Dr. Kızılay, duygudurum bozukluklarının bir kısmının genetik olduğunu, aile öyküsünün önemli bir risk faktörü olduğunu söyledi. Bunun yanında, sevgili birinin kaybı, kronik stres, travma, çocukluk istismarı gibi stresli yaşam olaylarının da duygudurum bozukluklarına yol açabileceğini, özellikle depresyona neden olabileceğini anlattı. Depresyonun diyabet, Parkinson hastalığı ve kalp hastalığı gibi kronik hastalıklarla da bağlantılı olduğunu bildirdi.
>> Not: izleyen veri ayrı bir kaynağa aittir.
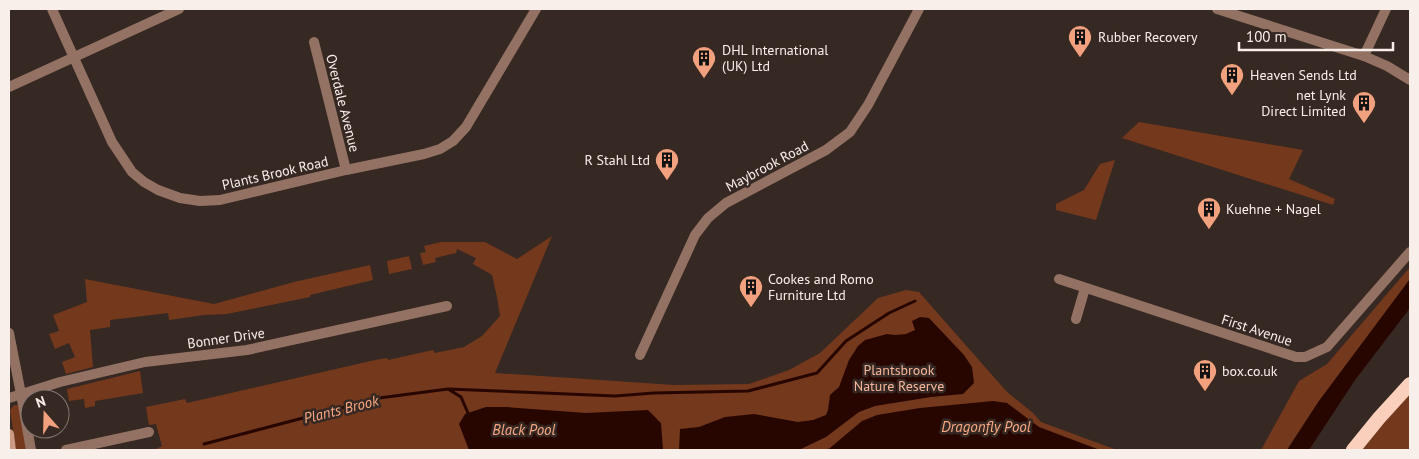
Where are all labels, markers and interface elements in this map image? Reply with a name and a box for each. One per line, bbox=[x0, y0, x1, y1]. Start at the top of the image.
scale bar bbox=[1239, 20, 1393, 52]
building icon: Rubber Recovery bbox=[1067, 24, 1093, 58]
text: 100 m bbox=[1246, 27, 1287, 46]
place label: Rubber Recovery bbox=[1098, 28, 1198, 46]
place label: DHL International (UK) Ltd bbox=[722, 41, 828, 75]
building icon: DHL International (UK) Ltd bbox=[691, 45, 717, 79]
street label: Overdale Avenue bbox=[322, 52, 364, 154]
building icon: Heaven Sends Ltd bbox=[1219, 62, 1245, 96]
place label: Heaven Sends Ltd bbox=[1250, 66, 1357, 84]
place label: net Lynk Direct Limited bbox=[1261, 86, 1346, 120]
building icon: net Lynk Direct Limited bbox=[1351, 90, 1377, 124]
street label: Maybrook Road bbox=[722, 137, 812, 195]
building icon: R Stahl Ltd bbox=[654, 147, 680, 181]
place label: R Stahl Ltd bbox=[584, 151, 650, 169]
street label: Plants Brook Road bbox=[220, 152, 330, 194]
building icon: Kuehne + Nagel bbox=[1196, 196, 1222, 230]
place label: Kuehne + Nagel bbox=[1226, 200, 1321, 218]
place label: Cookes and Romo Furniture Ltd bbox=[768, 270, 874, 304]
building icon: Cookes and Romo Furniture Ltd bbox=[738, 274, 764, 308]
street label: First Avenue bbox=[1219, 310, 1295, 350]
street label: Bonner Drive bbox=[186, 324, 266, 352]
building icon: box.co.uk bbox=[1192, 358, 1218, 392]
park label: Plantsbrook Nature Reserve bbox=[854, 361, 944, 395]
place label: box.co.uk bbox=[1222, 362, 1278, 380]
north arrow bbox=[20, 389, 70, 439]
water label: Plants Brook bbox=[301, 390, 382, 428]
text: N bbox=[33, 392, 48, 412]
water label: Dragonfly Pool bbox=[941, 417, 1031, 436]
water label: Black Pool bbox=[492, 420, 556, 439]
HİPOMANİK VE MANİK DEPRESYONLAR

Dr. Kızılay, duygudurum bozukluklarının depresif, hipomanik veya manik ataklar şeklinde ortaya çıkabileceğini, bunların belirtilerinin şunlar olduğunu açıkladı: Depresif ataklarda, çoğunlukla veya her gün üzüntü, enerjisizlik, değersizlik, umutsuzluk, ilgi kaybı, intihar düşünceleri, odaklanma güçlüğü, uyku ve iştah sorunları görülebilir. Hipomanik veya manik ataklarda ise, aşırı enerji, mutluluk, hızlı konuşma, hareketlilik, ajitasyon, sinirlilik, riskli davranışlar, düşünce uçuşması, uykusuzluk yaşanabilir.

Dr. Kızılay, duygudurum bozukluklarının tedavisinin duruma ve belirtilere göre değiştiğini, genelde ilaç ve psikoterapinin birlikte kullanıldığını söyledi. Bilişsel davranışçı terapi, diyalektik davranış terapisi, psikodinamik terapi gibi farklı terapi yöntemlerinin uygulanabildiğini belirtti. Duygudurum bozukluklarının seyri ve sonucunun hastalığın tipi, şiddeti, teşhis zamanı, tedavi uygunluğu gibi faktörlere bağlı olduğunu ifade etti. Depresyon ve bipolar bozukluğun nüksedebileceğini veya sürebileceğini, bu yüzden uzun dönemli veya ömür boyu tedavi gerekebileceğini anlattı.

Duygudurum bozukluğu olanların üçte birinin psikotik bozukluklar, üçte birinin de kaygı bozuklukları geliştirdiğini söyledi. Duygudurum bozukluklarının tedavi edilebilir olduğunu hatırlatan Dr. Kızılay, doğru tedaviyi bulmanın zaman alabileceğini, ancak kişinin kendini daha iyi hissetmek için çaba göstermesi gerektiğini vurguladı. Doğru teşhis ve tedavi ile duygudurum bozuklukları olan kişilerin istikrarlı, üretken, sağlıklı bir hayat sürebileceğini sözlerine ekledi.